▶

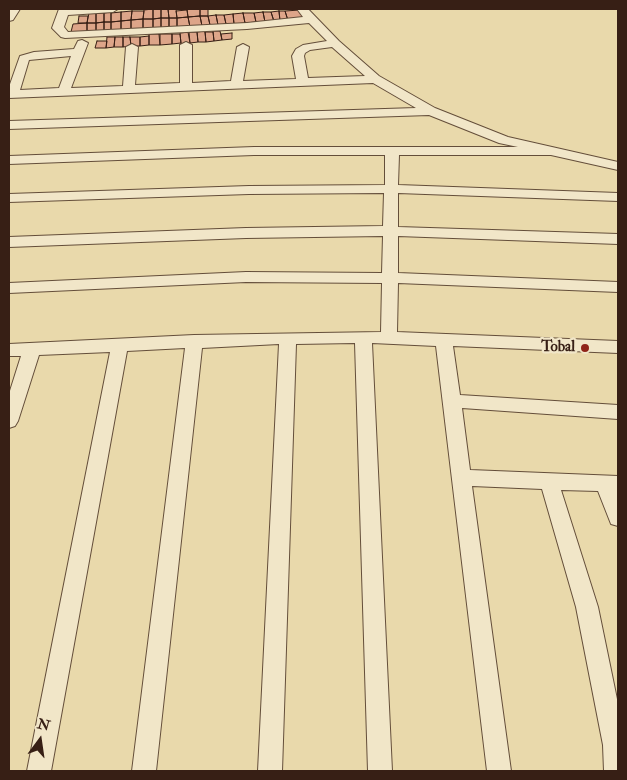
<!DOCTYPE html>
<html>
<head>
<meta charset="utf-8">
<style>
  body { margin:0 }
  #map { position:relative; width:627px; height:780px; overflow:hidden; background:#e9d9ab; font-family:"IM FELL Double Pica",serif }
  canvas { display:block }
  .frame { position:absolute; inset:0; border:10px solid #371f15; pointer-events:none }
  .north { position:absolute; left:15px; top:715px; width:50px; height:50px; -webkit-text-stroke:4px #f1e6c8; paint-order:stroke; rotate:14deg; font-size:14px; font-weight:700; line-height:20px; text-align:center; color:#371f15 }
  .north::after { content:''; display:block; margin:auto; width:18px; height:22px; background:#371f15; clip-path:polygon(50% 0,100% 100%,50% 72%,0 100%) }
</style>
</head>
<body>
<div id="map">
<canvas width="627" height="780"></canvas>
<div class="frame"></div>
<div class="north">N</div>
</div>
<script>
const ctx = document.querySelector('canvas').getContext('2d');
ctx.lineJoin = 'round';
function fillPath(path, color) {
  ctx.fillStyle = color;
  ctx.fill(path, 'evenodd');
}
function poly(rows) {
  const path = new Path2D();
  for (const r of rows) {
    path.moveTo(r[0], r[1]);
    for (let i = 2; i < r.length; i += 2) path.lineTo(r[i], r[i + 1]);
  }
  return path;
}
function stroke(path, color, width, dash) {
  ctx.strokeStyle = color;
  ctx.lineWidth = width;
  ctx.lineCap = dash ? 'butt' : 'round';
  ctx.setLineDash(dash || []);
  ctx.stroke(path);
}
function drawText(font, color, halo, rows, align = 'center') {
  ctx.font = font + ' "IM FELL Double Pica",serif';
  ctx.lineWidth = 4.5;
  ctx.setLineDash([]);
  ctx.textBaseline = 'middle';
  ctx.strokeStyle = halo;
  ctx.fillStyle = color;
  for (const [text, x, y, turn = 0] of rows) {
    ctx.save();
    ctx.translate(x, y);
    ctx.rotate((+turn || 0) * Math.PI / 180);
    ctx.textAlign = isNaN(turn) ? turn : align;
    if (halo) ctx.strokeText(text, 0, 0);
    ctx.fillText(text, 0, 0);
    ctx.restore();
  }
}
const building = poly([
  [153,9,161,9,161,18,153,19,153,9],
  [153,9,153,19,143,19,144,10,153,9],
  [161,9,168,9,169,18,161,18,161,9],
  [168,9,176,9,177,18,169,18,168,9],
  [187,9,200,9,200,16,188,17,187,9],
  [200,9,208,9,208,16,200,16,200,9],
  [187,10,188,17,177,18,176,11,187,10],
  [300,10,304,20,288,21,285,11,300,10],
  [132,11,144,11,143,19,131,20,132,11],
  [132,11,131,20,121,21,121,12,132,11],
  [279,11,285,11,288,20,280,21,279,11],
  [279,11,280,21,274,21,271,12,279,11],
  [111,12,111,22,104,22,104,13,111,12],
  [121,12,121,21,111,22,111,13,121,12],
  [263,12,271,12,274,22,265,22,263,12],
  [263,12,265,22,256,22,254,13,263,12],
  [89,13,96,13,96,23,87,23,89,13],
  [96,13,104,13,104,22,96,23,96,13],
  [243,13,254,13,256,22,245,23,243,13],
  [243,13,245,23,234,24,233,14,243,13],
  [233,14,234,24,226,24,224,15,233,14],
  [216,15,224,15,226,24,218,25,216,15],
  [216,15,218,25,210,25,208,16,216,15],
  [79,16,88,16,87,23,78,23,79,16],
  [200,16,208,16,210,25,202,26,200,16],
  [200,16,202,26,190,27,188,17,200,16],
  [188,17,190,27,177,28,177,18,188,17],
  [161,18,169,18,169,28,161,28,161,18],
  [161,18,161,28,153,29,153,19,161,18],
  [169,18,177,18,177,27,169,28,169,18],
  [143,19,153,19,153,29,143,29,143,19],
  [143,19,143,29,131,30,131,20,143,19],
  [131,20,131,30,121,31,121,21,131,20],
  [121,21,121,31,111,32,111,22,121,21],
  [104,22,111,22,111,32,104,32,104,22],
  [104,22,104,32,96,33,96,23,104,22],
  [87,23,96,23,96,33,87,33,87,23],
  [87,23,87,33,74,34,71,32,73,24,87,23],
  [205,31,206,42,198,42,197,32,205,31],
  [213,31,220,31,222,40,214,41,213,31],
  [188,32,197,32,198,42,190,43,188,32],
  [189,32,190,43,181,44,180,33,189,32],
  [205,32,213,32,214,41,206,42,205,32],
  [232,33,232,39,222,40,221,34,232,33],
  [149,34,160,34,160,45,149,45,149,34],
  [159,34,172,34,172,44,160,45,159,34],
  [172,34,180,34,181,43,172,44,172,34],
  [149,36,149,45,140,46,140,37,149,36],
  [107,37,115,37,114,47,106,48,107,37],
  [115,37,123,37,123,47,114,47,115,37],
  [123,37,130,37,131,46,123,47,123,37],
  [130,37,140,37,140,46,131,46,130,37],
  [97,41,107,41,106,48,95,48,97,41]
]);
fillPath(building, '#dda589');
stroke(building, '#371f15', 1);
const minor = poly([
  [10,9,20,9,13,20,9,21,10,9],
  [59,9,118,9,113,12,68,15,64,27,68,32,247,23,303,17,297,9,308,9,339,41,379,76,435,108,508,137,618,162,618,170,551,155,399,155,398,185,618,193,618,201,398,193,398,227,618,234,618,244,398,236,398,273,618,282,618,292,398,283,397,332,618,341,618,353,453,346,460,395,618,405,618,419,462,408,470,470,618,476,618,526,611,524,598,491,561,490,598,607,618,704,618,771,604,771,603,745,576,607,542,489,472,486,511,771,487,771,436,346,372,343,392,771,368,771,355,343,296,344,282,771,258,771,279,344,202,348,156,771,132,771,185,348,127,351,51,771,27,771,110,352,39,355,18,421,15,426,9,428,9,394,21,356,9,356,9,344,194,335,381,332,382,283,246,282,9,293,9,283,246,272,382,273,383,236,246,238,9,247,9,237,246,228,383,226,384,193,249,194,9,202,9,194,249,186,385,185,385,155,254,155,9,164,9,156,254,147,518,147,499,143,429,115,9,129,9,121,416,108,373,83,9,98,9,87,20,56,34,52,74,49,78,41,82,40,88,43,71,88,123,86,126,47,132,44,138,47,135,85,180,83,180,45,186,42,192,45,192,83,231,81,237,47,243,44,249,47,243,81,296,79,292,56,296,49,303,45,327,41,309,23,247,29,65,38,61,37,52,28,59,9],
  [332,47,365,76,308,78,304,56,305,53,310,50,332,47],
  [71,56,59,88,20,90,29,60,71,56]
]);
stroke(minor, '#644e3a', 2);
fillPath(minor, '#f1e6c8');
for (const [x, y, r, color] of [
  [585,348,5,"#8f2418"]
]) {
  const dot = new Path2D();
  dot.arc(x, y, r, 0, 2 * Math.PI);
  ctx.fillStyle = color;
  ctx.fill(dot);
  stroke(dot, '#f1e6c8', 2);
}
drawText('bold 15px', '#371f15', '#f1e6c8', [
  ["Tobal",575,348]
], 'right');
</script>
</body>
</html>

◀

Work instructions: Which of the lines above include the word "setLineDash"? List those lines.

Response:
  ctx.setLineDash(dash || []);
  ctx.setLineDash([]);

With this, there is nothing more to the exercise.